### YOUR TASK
Begin your copy at the line with "Map reading. Read" in the records below and end it at the line with "For a GIS import: Give", restating each line word for word; omit the pictures.
• • • • •
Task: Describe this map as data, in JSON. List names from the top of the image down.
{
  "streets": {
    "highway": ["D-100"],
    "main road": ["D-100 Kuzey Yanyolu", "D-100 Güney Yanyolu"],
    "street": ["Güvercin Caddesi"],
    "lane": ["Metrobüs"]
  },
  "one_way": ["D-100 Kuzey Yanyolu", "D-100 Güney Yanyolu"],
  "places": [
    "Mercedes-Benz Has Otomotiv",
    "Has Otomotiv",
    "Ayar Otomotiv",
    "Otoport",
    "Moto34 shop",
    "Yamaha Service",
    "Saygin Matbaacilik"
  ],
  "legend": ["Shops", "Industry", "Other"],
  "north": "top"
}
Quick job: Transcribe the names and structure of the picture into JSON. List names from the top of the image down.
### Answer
• • • • •
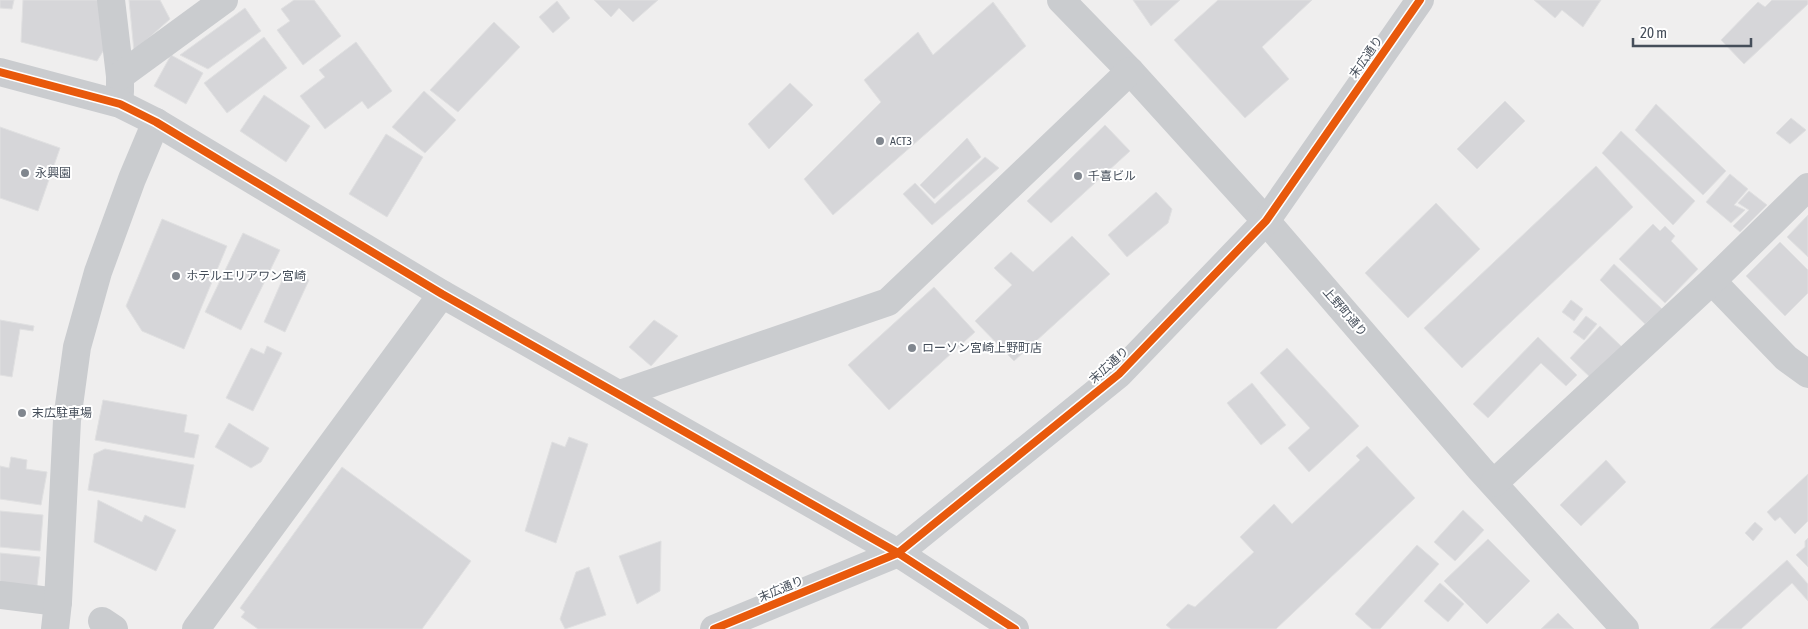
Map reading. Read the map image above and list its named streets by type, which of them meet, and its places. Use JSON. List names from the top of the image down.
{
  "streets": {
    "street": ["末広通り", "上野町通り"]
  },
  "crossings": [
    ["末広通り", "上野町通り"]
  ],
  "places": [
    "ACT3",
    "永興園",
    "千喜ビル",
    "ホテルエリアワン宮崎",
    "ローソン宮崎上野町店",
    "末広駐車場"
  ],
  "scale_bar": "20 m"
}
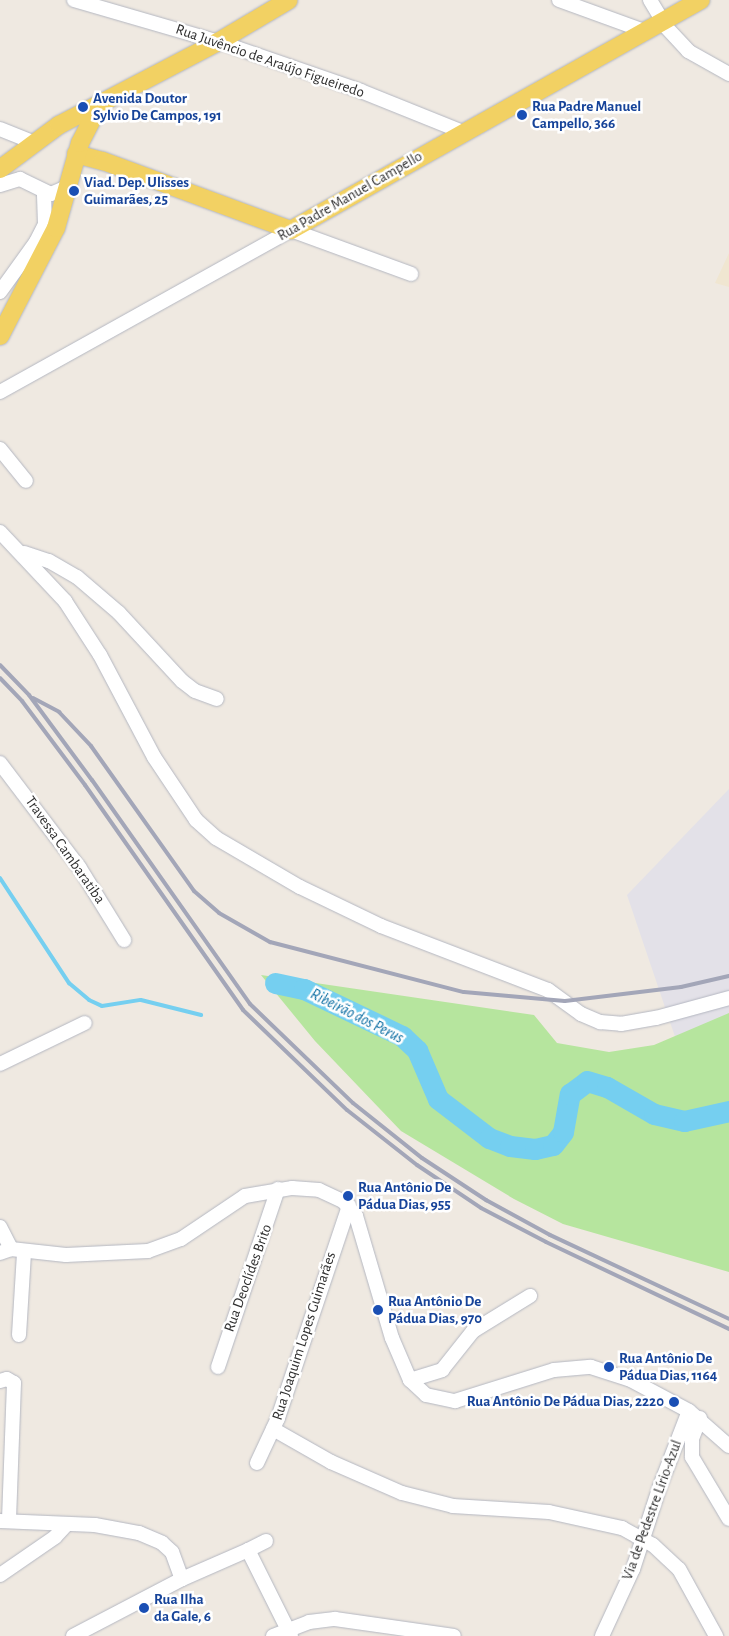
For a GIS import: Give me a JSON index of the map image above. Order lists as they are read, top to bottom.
• • • • •
### SOLUTION FOR THIS PROBLEM
Map reading. Read the map image above and list its named streets by type, which of them meet, and its places. Use JSON. List names from the top of the image down.
{
  "streets": {
    "street": ["末広通り", "上野町通り"]
  },
  "crossings": [
    ["末広通り", "上野町通り"]
  ],
  "places": [
    "ACT3",
    "永興園",
    "千喜ビル",
    "ホテルエリアワン宮崎",
    "ローソン宮崎上野町店",
    "末広駐車場"
  ],
  "scale_bar": "20 m"
}
For a GIS import: Give me a JSON index of the map image above. Order lists as they are read, top to bottom.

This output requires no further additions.